The voluntary carbon market for safeguarding and restoring our wetlands

Wetlands International

Published: 2022

Healthy wetlands store vast amounts of carbon in their soils and biomass, but they can become a huge source of emissions upon degradation. Peatlands, although covering only 3% of the world’s terrestrial area are the biggest natural carbon stores, storing twice the amount of carbon present in all forests. Mangroves typically hold five times as much carbon as a similar area of rainforest.  

These habitats are at the centre of the planet’s triple crisis of climate change, biodiversity loss, and land degradation. More than two-thirds of natural wetlands have been lost or degraded, the vast majority of which has taken place over the past century.  

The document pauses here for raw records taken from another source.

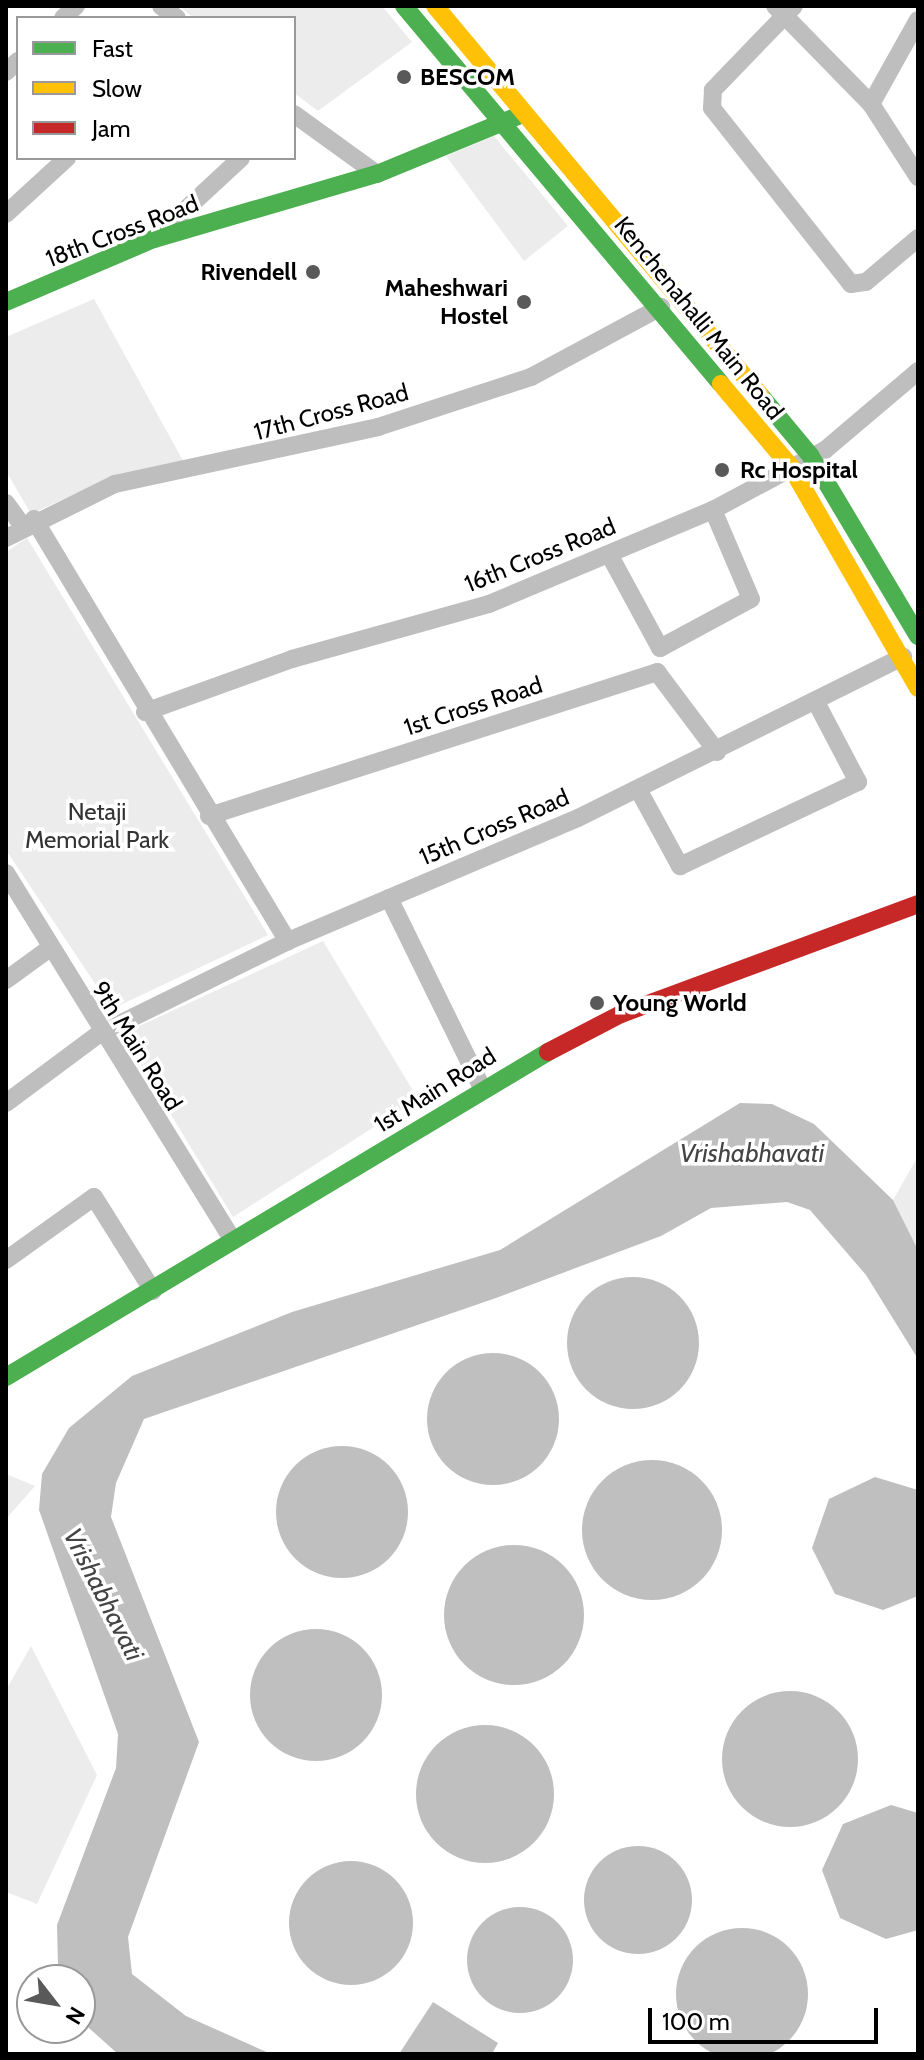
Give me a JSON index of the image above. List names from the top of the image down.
{
  "streets": {
    "main road": ["18th Cross Road", "Kenchenahalli Main Road", "1st Main Road"],
    "street": [
      "17th Cross Road",
      "16th Cross Road",
      "1st Cross Road",
      "15th Cross Road",
      "9th Main Road"
    ]
  },
  "crossings": [
    ["18th Cross Road", "Kenchenahalli Main Road"],
    ["Kenchenahalli Main Road", "17th Cross Road"],
    ["Kenchenahalli Main Road", "16th Cross Road"],
    ["Kenchenahalli Main Road", "15th Cross Road"],
    ["1st Cross Road", "15th Cross Road"],
    ["15th Cross Road", "9th Main Road"],
    ["9th Main Road", "1st Main Road"]
  ],
  "water": ["Vrishabhavati"],
  "parks": ["Netaji Memorial Park"],
  "places": [
    "BESCOM",
    "Rivendell",
    "Maheshwari Hostel",
    "Rc Hospital",
    "Young World"
  ],
  "legend": ["Fast", "Slow", "Jam"],
  "scale_bar": "100 m",
  "north": "bottom right"
}
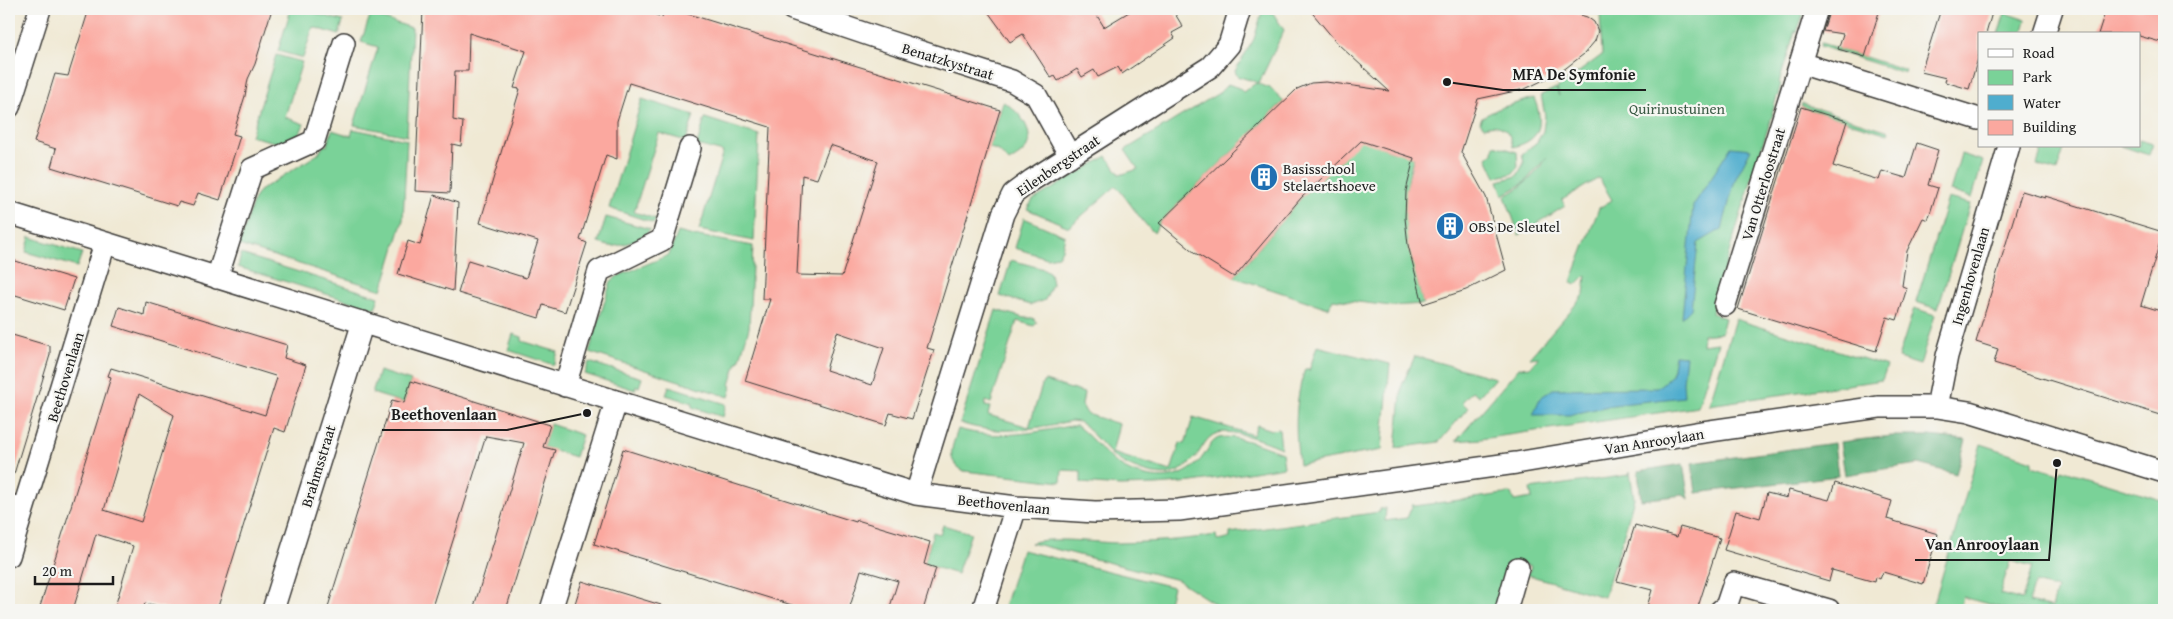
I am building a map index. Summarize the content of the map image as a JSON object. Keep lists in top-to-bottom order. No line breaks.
{"streets":{"street":["Benatzkystraat","Eilenbergstraat","Van Otterloostraat","Ingenhovenlaan","Beethovenlaan","Van Anrooylaan","Brahmsstraat"]},"crossings":[["Benatzkystraat","Eilenbergstraat"],["Eilenbergstraat","Beethovenlaan"],["Ingenhovenlaan","Van Anrooylaan"],["Beethovenlaan","Van Anrooylaan"],["Beethovenlaan","Brahmsstraat"]],"parks":["Quirinustuinen"],"places":{"other":["MFA De Symfonie","Beethovenlaan","Van Anrooylaan"],"building":["Basisschool Stelaertshoeve","OBS De Sleutel"]},"legend":["Road","Park","Water","Building"],"scale_bar":"20 m"}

The degradation of wetlands causes unimaginable destruction of biodiversity, as wetlands contain a greater concentration of life than anywhere else. Degraded wetlands fail to sustain essential ecosystem services such as food, freshwater supply, erosion, and flood control, all vital in the context of climate change adaptation. 

Upon degradation, wetlands keep on releasing massive amounts of CO2 alongside CH4 (methane) and N2O (nitrous oxide) from their soils, adding to global warming. No less than five percent of annual global emissions – more than the aviation and shipping sectors combined – come from draining and converting peatlands alone.   

This makes protecting and restoring our wetlands a number one global priority. But we need the funding to do it, now.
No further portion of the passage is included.